Temperature sensors based on MZI waveguides typically realize temperature sensing by measuring the phase difference between their upper and lower arms or the wavelength shifts caused by dispersion effects [16,17,18]. Lee et al. employed an MZI waveguide structure utilizing the opposite thermo-optic properties of SiO₂ and TiO₂, achieving a temperature sensitivity as high as 340 pm/°C within a measurement range of 25–35°C [19]. Ding et al. proposed a cascaded dual-MZI configuration based on silicon waveguide chips, leveraging the Vernier effect for phase-superposition amplification, thereby significantly enhancing temperature change response and attaining a sensitivity of 1753.7 pm/°C within a range of 27–67°C [20]. Payne et al. introduced an MZI structure with heterogeneous integration of silicon and silicon nitride, exploiting the substantial thermo-optic coefficient difference between these materials to achieve a sensitivity of 324 pm/°C in a measurement range of 9.7°C [21]. The aforementioned MZI-based temperature sensors predominantly utilize silicon material systems, capitalizing on silicon’s high thermo-optic coefficient to deliver superior sensitivity and high integration density [22]. However, in the ongoing search for optical waveguide materials with more diverse functionalities and broader application potential, polymer-based materials have been attracted attention [23,24,25,26].

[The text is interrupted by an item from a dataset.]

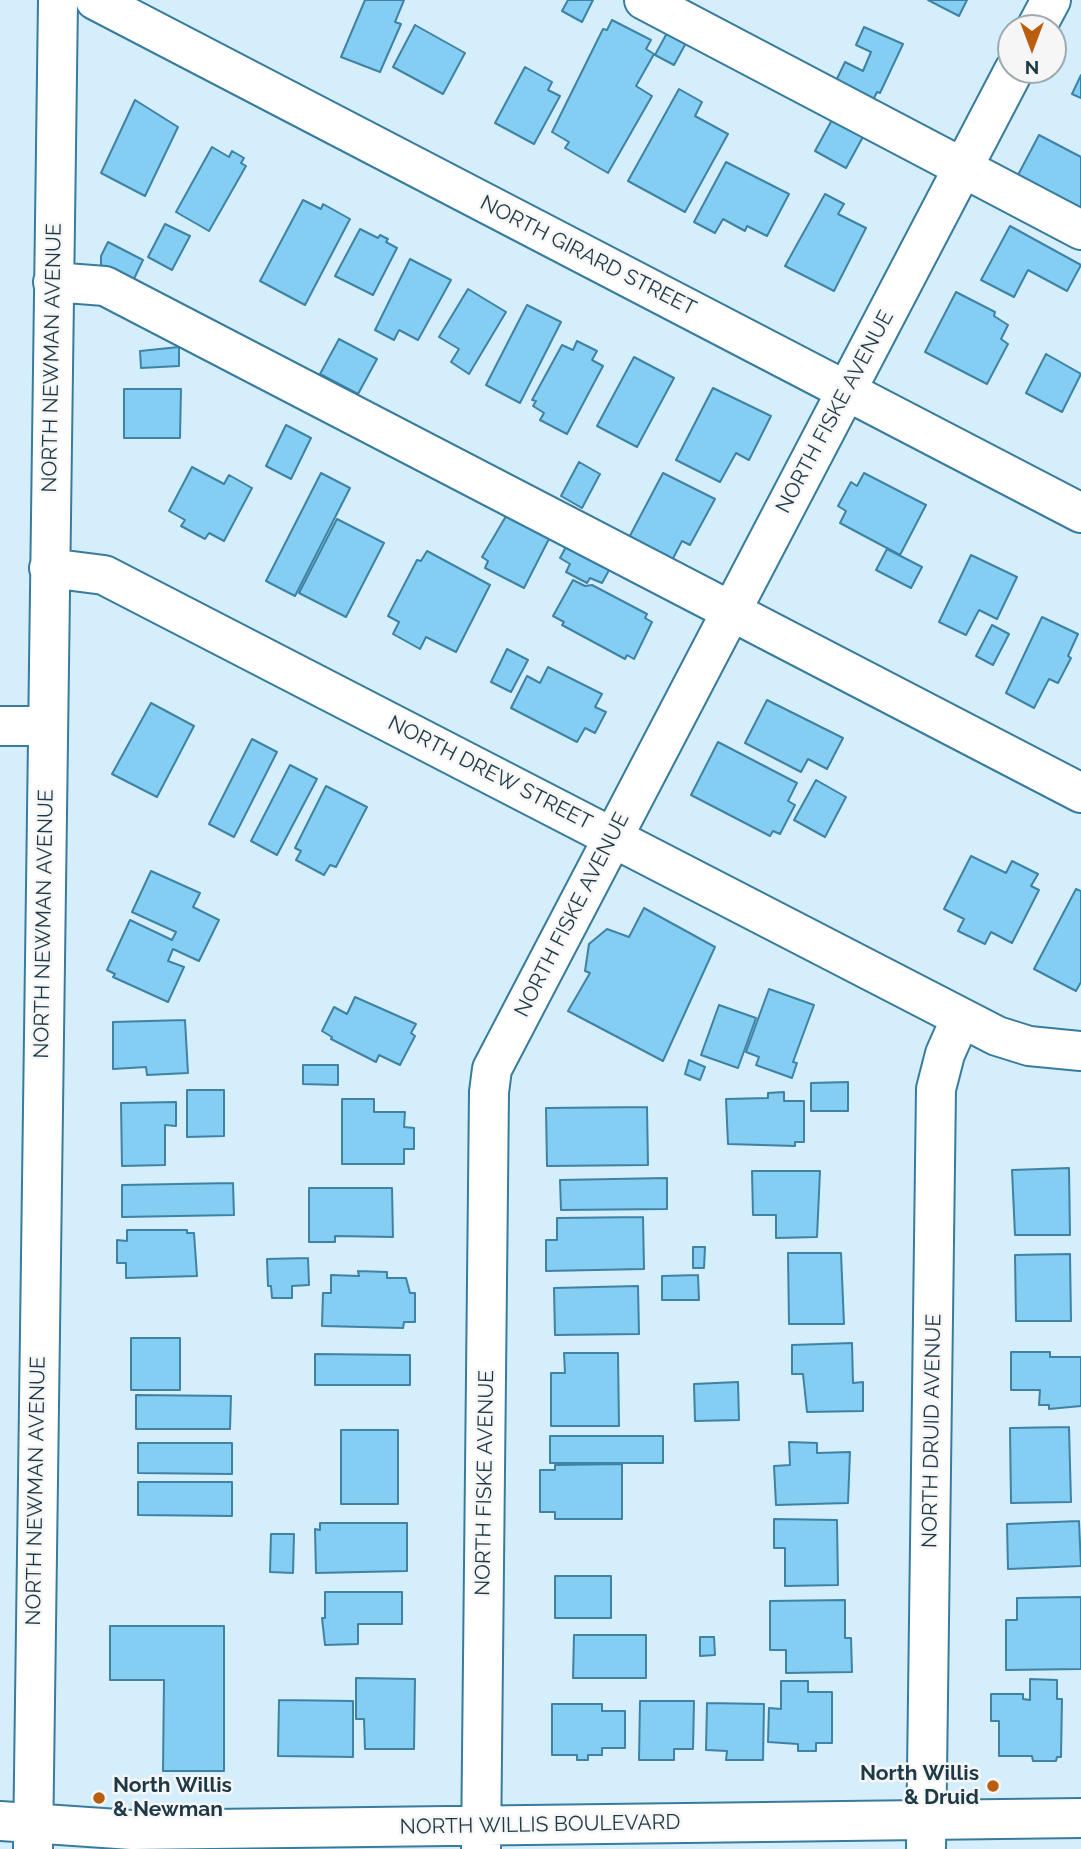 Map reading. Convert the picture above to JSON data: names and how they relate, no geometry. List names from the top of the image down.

Although polymeric materials are not yet employed as extensively as silicon, their ease of processing, low loss, and low cost have made them a research hotspot in waveguide materials, particularly well-suited for temperature sensor fabrication [27,28,29]. Moreover, polymers possess relatively high thermo-optic coefficients, effectively magnifying the optical signals induced by temperature changes and thereby significantly boosting sensor performance [30]. Niu et al. designed an asymmetric polymer waveguide MZI by introducing waveguides of different widths to accumulate the phase difference, thus enhancing temperature-sensing sensitivity. A sensitivity of 30.8 nm/°C was achieved over a measurement range of 25–28 °C [31]. Chen et al. employed two-photon polymerization (TPP) to fabricate an asymmetric polymer waveguide MZI structure. By introducing interferometer arms of distinct dimensions and packaging the device with a temperature-sensitive material, they enhanced the sensing sensitivity to approximately 2.01 nm/°C in the 30–70 °C range [32]. Guan et al. proposed an asymmetric MZI structure formed by hybridizing silicon waveguides with the SU-8 polymer, utilizing SU-8 as the waveguide core in one arm and exploiting the out-of-phase thermo-optic responses of SU-8 and silicon to achieve a sensitivity of 172 pm/°C within 20–45 °C [33]. Similarly, Gao et al. employed materials with opposing thermo-optic coefficients and introduced an asymmetric PMMA–SiO₂ hybrid waveguide MZI structure, achieving a sensitivity of 6.85 nm/°C within the 0–3 °C measurement range [34]. These temperature sensors, operating range of a few degrees up to several tens of degrees Celsius, exhibit high sensitivity and have laid a solid foundation for the development of polymer-based waveguide temperature sensors.

In this paper, an asymmetric MZI structure based on polymer waveguides was designed to achieve both high sensitivity and a broad measurement range for temperature sensing. By exploiting the high thermo-optic coefficient of polymeric materials and the length disparity between the two arms, the phase shift efficiency was effectively enhanced, thereby significantly improving sensor sensitivity. Moreover, because the primary measurement parameter is the temperature-dependent phase shift, the sensor offers a comparatively wide measurement range without the need for costly optical spectrum analyzer, markedly reducing overall costs and demonstrating substantial potential for practical applications.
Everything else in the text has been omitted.